The 79-year-old president was asked about a new “America Prays” initiative by the White House that will mark next year's semiquincentennial by “inviting America’s great religious communities to pray for our nation and for our people."
His comments probed the great beyond, reported The Daily Beast.
“You know, there’s no reason to be good," Trump told reporters. "I want to be good because you want to prove to God you’re good so you go to that next step, right?”
“That’s very important to me," he added. "I think it’s really, very important.”
The Trump administration's Religious Liberty Commission and other initiatives have raised concerns about the influence of Christian Nationalist organizations on the government and public schools, but the president seemed to argue that might be good.
“I’ve felt for a long time that if a country doesn’t have religion, doesn’t have faith, doesn’t have God, it’s going to be very hard to be a good country,” Trump told reporters.
Trump has seemed to be preoccupied with the afterlife in recent months, and one fundraising email – with the subject line “I want to try and get to Heaven" – cited his apparent brush with death last summer in Butler, Pennsylvania, as the reason.
“Last year I came millimeters from death when that bullet pierced through my skin. My triumphant return to the White House was never supposed to happen!” the email read. “But I believe that God saved me for one reason: TO MAKE AMERICA GREAT AGAIN!”
The president also ruminated on Fox News this summer about his anxiety about gaining entry to heaven upon his demise.
“I’m hearing I’m not doing well,” Trump told the hosts. “I hear I’m really at the bottom of the totem pole."
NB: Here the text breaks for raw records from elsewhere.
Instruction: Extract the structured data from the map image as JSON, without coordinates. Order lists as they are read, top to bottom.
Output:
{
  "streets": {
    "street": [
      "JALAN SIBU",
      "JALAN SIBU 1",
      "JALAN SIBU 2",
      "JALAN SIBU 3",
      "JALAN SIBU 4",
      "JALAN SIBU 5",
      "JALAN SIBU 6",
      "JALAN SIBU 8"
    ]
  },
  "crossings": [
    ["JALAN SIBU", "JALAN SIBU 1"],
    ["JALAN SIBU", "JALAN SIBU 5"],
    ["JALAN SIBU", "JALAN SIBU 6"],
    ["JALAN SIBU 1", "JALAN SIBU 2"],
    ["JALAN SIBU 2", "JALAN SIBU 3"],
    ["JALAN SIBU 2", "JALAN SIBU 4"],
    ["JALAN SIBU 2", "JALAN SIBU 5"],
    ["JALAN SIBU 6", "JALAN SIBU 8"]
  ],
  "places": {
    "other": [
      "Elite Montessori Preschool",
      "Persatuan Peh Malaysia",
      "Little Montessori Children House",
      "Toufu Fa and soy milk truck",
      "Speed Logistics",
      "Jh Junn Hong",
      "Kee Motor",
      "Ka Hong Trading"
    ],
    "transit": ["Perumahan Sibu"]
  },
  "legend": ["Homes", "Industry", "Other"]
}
He spoke on the topic again in an interview with conservative talk radio host Todd Starnes.
“You know, [people] get punished if they’re not good, right?" Trump said. "If you don’t think about that, if you’re not a believer, and you believe you go nowhere, what’s the reason to be good, really? There has to be some kind of a report card up there someplace, you know, like, let’s go to heaven, let’s get into heaven, and it’s sort of a beautiful thing.”